#### Records shown
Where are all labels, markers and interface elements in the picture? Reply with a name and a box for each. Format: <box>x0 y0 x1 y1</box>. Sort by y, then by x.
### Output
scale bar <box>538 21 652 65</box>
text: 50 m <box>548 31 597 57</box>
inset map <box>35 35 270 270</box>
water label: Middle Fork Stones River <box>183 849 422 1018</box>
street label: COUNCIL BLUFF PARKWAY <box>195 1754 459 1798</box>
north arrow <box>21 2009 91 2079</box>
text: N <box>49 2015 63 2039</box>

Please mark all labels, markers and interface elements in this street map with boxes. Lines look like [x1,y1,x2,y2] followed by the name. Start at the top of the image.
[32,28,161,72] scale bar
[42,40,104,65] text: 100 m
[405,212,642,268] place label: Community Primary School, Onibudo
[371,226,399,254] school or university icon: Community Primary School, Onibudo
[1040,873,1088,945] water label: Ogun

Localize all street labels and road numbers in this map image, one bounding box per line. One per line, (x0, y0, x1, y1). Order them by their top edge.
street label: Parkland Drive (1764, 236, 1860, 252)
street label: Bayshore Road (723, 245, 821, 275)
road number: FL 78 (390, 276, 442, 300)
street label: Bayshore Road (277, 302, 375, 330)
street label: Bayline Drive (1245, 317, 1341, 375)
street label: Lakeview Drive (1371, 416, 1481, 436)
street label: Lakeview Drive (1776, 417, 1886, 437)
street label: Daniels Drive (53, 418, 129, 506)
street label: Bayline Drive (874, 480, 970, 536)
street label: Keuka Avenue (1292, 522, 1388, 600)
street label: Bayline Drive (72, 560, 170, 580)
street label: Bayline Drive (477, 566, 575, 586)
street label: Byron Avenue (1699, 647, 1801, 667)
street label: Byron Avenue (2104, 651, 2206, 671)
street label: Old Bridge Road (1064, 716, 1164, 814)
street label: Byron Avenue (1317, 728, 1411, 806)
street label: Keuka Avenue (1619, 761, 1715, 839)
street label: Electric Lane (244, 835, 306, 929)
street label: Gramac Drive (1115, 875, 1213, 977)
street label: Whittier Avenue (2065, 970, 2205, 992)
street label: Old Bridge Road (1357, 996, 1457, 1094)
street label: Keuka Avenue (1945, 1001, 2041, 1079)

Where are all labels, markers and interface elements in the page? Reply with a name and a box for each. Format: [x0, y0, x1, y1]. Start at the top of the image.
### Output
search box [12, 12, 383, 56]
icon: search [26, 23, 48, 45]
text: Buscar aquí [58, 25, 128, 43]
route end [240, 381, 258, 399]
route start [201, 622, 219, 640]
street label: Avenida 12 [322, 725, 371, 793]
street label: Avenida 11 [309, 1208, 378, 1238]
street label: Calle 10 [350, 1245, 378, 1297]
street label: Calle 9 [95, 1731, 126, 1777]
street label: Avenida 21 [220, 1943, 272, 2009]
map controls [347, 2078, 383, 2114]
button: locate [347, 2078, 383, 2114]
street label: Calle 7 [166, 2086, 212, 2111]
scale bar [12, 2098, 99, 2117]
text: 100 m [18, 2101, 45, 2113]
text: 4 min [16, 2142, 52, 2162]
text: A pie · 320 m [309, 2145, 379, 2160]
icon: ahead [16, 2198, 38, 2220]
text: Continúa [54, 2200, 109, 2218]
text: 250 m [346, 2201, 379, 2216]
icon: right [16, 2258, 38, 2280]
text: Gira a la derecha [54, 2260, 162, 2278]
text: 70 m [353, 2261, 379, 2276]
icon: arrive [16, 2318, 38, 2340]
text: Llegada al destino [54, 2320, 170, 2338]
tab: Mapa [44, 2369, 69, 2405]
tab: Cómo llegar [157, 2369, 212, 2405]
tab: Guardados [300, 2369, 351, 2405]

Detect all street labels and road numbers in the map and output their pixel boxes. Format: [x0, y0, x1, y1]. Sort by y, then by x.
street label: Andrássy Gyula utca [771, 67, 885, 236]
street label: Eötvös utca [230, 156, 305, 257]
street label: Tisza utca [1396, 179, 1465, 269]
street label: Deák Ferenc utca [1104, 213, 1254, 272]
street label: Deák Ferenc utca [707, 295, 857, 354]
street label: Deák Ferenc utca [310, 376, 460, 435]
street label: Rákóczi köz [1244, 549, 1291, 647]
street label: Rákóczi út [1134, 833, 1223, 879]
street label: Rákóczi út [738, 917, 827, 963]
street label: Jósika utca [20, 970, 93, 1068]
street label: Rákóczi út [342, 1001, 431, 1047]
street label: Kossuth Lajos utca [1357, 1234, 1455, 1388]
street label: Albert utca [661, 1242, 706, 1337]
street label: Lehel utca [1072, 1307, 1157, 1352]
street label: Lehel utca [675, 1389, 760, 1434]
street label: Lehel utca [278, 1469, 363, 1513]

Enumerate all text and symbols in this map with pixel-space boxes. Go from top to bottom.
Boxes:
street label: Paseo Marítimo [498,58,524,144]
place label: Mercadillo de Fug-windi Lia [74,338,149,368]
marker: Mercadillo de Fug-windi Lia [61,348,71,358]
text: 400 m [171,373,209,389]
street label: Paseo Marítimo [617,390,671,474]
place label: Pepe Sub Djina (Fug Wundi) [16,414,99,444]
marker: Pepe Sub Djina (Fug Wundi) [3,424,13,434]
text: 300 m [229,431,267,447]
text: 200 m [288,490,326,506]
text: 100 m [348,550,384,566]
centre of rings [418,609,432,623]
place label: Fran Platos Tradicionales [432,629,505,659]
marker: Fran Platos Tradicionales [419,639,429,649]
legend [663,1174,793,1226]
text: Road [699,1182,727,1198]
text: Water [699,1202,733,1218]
########
(Instructions for the task): The output should be a character-exact copy of all entries.

(Result of this task):
Where are all labels, markers and interface elements in the picture? Reply with a name and a box for each. Format: <box>x0 y0 x1 y1</box>. Sort by y, then by x.
### Output
scale bar <box>538 21 652 65</box>
text: 50 m <box>548 31 597 57</box>
inset map <box>35 35 270 270</box>
water label: Middle Fork Stones River <box>183 849 422 1018</box>
street label: COUNCIL BLUFF PARKWAY <box>195 1754 459 1798</box>
north arrow <box>21 2009 91 2079</box>
text: N <box>49 2015 63 2039</box>

Please mark all labels, markers and interface elements in this street map with boxes. Lines look like [x1,y1,x2,y2] followed by the name. Start at the top of the image.
[32,28,161,72] scale bar
[42,40,104,65] text: 100 m
[405,212,642,268] place label: Community Primary School, Onibudo
[371,226,399,254] school or university icon: Community Primary School, Onibudo
[1040,873,1088,945] water label: Ogun

Localize all street labels and road numbers in this map image, one bounding box per line. One per line, (x0, y0, x1, y1). Order them by their top edge.
street label: Parkland Drive (1764, 236, 1860, 252)
street label: Bayshore Road (723, 245, 821, 275)
road number: FL 78 (390, 276, 442, 300)
street label: Bayshore Road (277, 302, 375, 330)
street label: Bayline Drive (1245, 317, 1341, 375)
street label: Lakeview Drive (1371, 416, 1481, 436)
street label: Lakeview Drive (1776, 417, 1886, 437)
street label: Daniels Drive (53, 418, 129, 506)
street label: Bayline Drive (874, 480, 970, 536)
street label: Keuka Avenue (1292, 522, 1388, 600)
street label: Bayline Drive (72, 560, 170, 580)
street label: Bayline Drive (477, 566, 575, 586)
street label: Byron Avenue (1699, 647, 1801, 667)
street label: Byron Avenue (2104, 651, 2206, 671)
street label: Old Bridge Road (1064, 716, 1164, 814)
street label: Byron Avenue (1317, 728, 1411, 806)
street label: Keuka Avenue (1619, 761, 1715, 839)
street label: Electric Lane (244, 835, 306, 929)
street label: Gramac Drive (1115, 875, 1213, 977)
street label: Whittier Avenue (2065, 970, 2205, 992)
street label: Old Bridge Road (1357, 996, 1457, 1094)
street label: Keuka Avenue (1945, 1001, 2041, 1079)

Where are all labels, markers and interface elements in the page? Reply with a name and a box for each. Format: [x0, y0, x1, y1]. Start at the top of the image.
### Output
search box [12, 12, 383, 56]
icon: search [26, 23, 48, 45]
text: Buscar aquí [58, 25, 128, 43]
route end [240, 381, 258, 399]
route start [201, 622, 219, 640]
street label: Avenida 12 [322, 725, 371, 793]
street label: Avenida 11 [309, 1208, 378, 1238]
street label: Calle 10 [350, 1245, 378, 1297]
street label: Calle 9 [95, 1731, 126, 1777]
street label: Avenida 21 [220, 1943, 272, 2009]
map controls [347, 2078, 383, 2114]
button: locate [347, 2078, 383, 2114]
street label: Calle 7 [166, 2086, 212, 2111]
scale bar [12, 2098, 99, 2117]
text: 100 m [18, 2101, 45, 2113]
text: 4 min [16, 2142, 52, 2162]
text: A pie · 320 m [309, 2145, 379, 2160]
icon: ahead [16, 2198, 38, 2220]
text: Continúa [54, 2200, 109, 2218]
text: 250 m [346, 2201, 379, 2216]
icon: right [16, 2258, 38, 2280]
text: Gira a la derecha [54, 2260, 162, 2278]
text: 70 m [353, 2261, 379, 2276]
icon: arrive [16, 2318, 38, 2340]
text: Llegada al destino [54, 2320, 170, 2338]
tab: Mapa [44, 2369, 69, 2405]
tab: Cómo llegar [157, 2369, 212, 2405]
tab: Guardados [300, 2369, 351, 2405]

Detect all street labels and road numbers in the map and output their pixel boxes. Format: [x0, y0, x1, y1]. Sort by y, then by x.
street label: Andrássy Gyula utca [771, 67, 885, 236]
street label: Eötvös utca [230, 156, 305, 257]
street label: Tisza utca [1396, 179, 1465, 269]
street label: Deák Ferenc utca [1104, 213, 1254, 272]
street label: Deák Ferenc utca [707, 295, 857, 354]
street label: Deák Ferenc utca [310, 376, 460, 435]
street label: Rákóczi köz [1244, 549, 1291, 647]
street label: Rákóczi út [1134, 833, 1223, 879]
street label: Rákóczi út [738, 917, 827, 963]
street label: Jósika utca [20, 970, 93, 1068]
street label: Rákóczi út [342, 1001, 431, 1047]
street label: Kossuth Lajos utca [1357, 1234, 1455, 1388]
street label: Albert utca [661, 1242, 706, 1337]
street label: Lehel utca [1072, 1307, 1157, 1352]
street label: Lehel utca [675, 1389, 760, 1434]
street label: Lehel utca [278, 1469, 363, 1513]

Enumerate all text and symbols in this map with pixel-space boxes. Go from top to bottom.
Boxes:
street label: Paseo Marítimo [498,58,524,144]
place label: Mercadillo de Fug-windi Lia [74,338,149,368]
marker: Mercadillo de Fug-windi Lia [61,348,71,358]
text: 400 m [171,373,209,389]
street label: Paseo Marítimo [617,390,671,474]
place label: Pepe Sub Djina (Fug Wundi) [16,414,99,444]
marker: Pepe Sub Djina (Fug Wundi) [3,424,13,434]
text: 300 m [229,431,267,447]
text: 200 m [288,490,326,506]
text: 100 m [348,550,384,566]
centre of rings [418,609,432,623]
place label: Fran Platos Tradicionales [432,629,505,659]
marker: Fran Platos Tradicionales [419,639,429,649]
legend [663,1174,793,1226]
text: Road [699,1182,727,1198]
text: Water [699,1202,733,1218]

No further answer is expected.